A revista de julho veio com um tema dolorido pra caralho... separação... e que texto são aqueles?!! corram!!! Pra quem tá roendo, troque os substantivos e deleite-se... liiiindo.

Eu já te disse?
Milly Lacombe

Sabe do que eu gostava e nunca te falei? Quando você saía do banho. Você nunca conseguiu se secar direito. Vinha pingando pelo quarto. Cabelo displicentemente penteado, e completamente encharcado. De calcinha, e escorrendo água por aquele corpo reto, sarado, lindo. Aí, como se estivesse completamente seca, você deitava na cama, do meu lado. Colada. E me beijava com a boca doce, úmida, só minha. Depois de um tempo, lembrava dos cachorros, e abaixava, de bruços, para recolhê-los para cima. Enquanto fazia isso, me lançava um olhar que pedia aprovação.

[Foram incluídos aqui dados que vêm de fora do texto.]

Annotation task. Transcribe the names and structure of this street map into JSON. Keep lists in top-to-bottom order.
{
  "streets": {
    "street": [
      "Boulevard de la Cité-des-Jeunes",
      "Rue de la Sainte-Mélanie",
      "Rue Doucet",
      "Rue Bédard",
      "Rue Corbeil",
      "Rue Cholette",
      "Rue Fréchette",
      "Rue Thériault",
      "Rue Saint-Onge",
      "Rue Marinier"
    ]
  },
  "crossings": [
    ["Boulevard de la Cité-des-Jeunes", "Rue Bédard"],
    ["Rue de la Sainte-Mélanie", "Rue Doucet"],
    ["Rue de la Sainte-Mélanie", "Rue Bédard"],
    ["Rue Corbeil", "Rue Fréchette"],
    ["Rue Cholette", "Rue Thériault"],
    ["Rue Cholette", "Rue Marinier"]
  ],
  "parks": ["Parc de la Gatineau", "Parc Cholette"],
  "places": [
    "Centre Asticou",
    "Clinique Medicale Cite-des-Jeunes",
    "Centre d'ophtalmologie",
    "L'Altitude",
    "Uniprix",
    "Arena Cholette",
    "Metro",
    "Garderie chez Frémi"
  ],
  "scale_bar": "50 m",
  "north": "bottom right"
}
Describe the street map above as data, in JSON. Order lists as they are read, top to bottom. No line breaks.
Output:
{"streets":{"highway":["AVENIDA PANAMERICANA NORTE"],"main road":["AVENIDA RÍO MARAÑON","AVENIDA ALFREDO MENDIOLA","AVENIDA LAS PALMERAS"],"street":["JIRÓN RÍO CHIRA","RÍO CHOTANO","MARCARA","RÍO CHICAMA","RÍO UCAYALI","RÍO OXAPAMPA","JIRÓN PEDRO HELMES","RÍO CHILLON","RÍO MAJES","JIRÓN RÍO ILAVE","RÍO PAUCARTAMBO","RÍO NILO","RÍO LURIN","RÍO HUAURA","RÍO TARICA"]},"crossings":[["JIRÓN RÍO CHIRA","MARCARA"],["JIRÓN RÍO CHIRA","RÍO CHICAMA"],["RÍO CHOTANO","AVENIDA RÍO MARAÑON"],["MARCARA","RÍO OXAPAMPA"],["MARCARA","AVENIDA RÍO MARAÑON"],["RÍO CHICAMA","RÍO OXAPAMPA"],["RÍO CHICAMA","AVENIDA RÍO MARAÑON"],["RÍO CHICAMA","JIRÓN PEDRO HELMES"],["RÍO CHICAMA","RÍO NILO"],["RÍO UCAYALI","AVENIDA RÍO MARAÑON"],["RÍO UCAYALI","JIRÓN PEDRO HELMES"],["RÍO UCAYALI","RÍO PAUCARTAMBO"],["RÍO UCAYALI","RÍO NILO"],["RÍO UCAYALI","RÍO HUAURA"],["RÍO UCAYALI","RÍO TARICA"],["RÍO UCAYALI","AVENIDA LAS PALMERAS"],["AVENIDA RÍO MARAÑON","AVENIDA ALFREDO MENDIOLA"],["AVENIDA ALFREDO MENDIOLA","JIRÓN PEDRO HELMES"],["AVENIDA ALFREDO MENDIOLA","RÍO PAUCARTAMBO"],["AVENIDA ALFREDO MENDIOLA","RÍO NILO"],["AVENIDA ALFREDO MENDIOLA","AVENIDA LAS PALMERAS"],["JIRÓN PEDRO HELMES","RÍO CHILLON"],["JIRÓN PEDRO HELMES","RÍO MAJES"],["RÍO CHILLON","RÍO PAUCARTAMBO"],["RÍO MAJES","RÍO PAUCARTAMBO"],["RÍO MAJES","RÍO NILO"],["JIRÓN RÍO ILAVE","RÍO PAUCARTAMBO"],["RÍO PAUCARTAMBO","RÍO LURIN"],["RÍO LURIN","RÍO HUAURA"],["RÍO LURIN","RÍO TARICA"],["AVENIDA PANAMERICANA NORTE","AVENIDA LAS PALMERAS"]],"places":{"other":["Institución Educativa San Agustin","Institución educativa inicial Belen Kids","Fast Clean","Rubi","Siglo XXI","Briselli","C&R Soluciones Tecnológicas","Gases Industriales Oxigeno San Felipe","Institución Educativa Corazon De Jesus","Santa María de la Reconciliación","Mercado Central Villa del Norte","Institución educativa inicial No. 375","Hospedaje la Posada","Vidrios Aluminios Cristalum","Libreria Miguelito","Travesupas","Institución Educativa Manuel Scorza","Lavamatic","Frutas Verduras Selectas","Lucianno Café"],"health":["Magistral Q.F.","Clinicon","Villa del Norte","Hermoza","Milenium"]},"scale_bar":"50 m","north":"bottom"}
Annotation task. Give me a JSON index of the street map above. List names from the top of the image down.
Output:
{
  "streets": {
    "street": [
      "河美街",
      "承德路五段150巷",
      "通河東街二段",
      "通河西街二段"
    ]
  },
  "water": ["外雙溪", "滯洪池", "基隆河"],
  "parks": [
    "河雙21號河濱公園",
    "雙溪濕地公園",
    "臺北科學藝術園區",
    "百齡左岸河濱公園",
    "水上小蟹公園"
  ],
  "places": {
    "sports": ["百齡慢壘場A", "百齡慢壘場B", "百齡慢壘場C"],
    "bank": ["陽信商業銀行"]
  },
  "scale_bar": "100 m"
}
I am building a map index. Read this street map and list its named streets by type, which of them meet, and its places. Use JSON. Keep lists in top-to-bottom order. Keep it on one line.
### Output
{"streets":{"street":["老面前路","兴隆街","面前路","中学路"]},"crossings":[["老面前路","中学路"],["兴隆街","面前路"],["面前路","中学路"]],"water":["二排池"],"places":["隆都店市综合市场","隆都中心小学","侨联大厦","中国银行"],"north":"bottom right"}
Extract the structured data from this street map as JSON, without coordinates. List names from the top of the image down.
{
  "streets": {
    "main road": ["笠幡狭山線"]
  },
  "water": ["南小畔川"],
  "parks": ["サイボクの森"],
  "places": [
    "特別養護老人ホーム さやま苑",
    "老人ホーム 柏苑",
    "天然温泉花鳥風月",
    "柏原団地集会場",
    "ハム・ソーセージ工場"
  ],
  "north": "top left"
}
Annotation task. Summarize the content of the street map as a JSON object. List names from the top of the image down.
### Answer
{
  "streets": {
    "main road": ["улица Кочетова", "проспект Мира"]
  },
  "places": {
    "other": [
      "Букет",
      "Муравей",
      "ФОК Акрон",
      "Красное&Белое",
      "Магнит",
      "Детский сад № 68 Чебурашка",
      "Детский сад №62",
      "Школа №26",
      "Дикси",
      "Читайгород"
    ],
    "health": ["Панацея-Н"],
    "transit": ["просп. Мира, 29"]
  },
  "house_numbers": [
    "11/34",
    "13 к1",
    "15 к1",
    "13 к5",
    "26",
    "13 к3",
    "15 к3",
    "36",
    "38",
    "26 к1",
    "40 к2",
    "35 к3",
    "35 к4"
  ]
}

Se eu não dissesse nada, você cantarolava alguma coisa, algumas daquelas músicas que você compunha para eles e me fazia rir muito, e lá vinham aqueles dois cachorros miúdos correr pela cama em volta de você. Eu só deixava, e isso eu nunca te falei, porque adorava a cara que você fazia. Você ria como uma criança. Uma criança que você é, e nunca vai deixar de ser.
E isso, talvez eu nunca tenha te dito, é das coisas mais bonitas que você tem. Bonito porque, mesmo sendo tão pura e ingênua, você é madura, forte, determinada. Você é tudo isso em uma só. E o que me atraiu em você, numa tarde de verão californiano, foi exatamente essa mistura rara. E isso, eu acho, nunca te disse.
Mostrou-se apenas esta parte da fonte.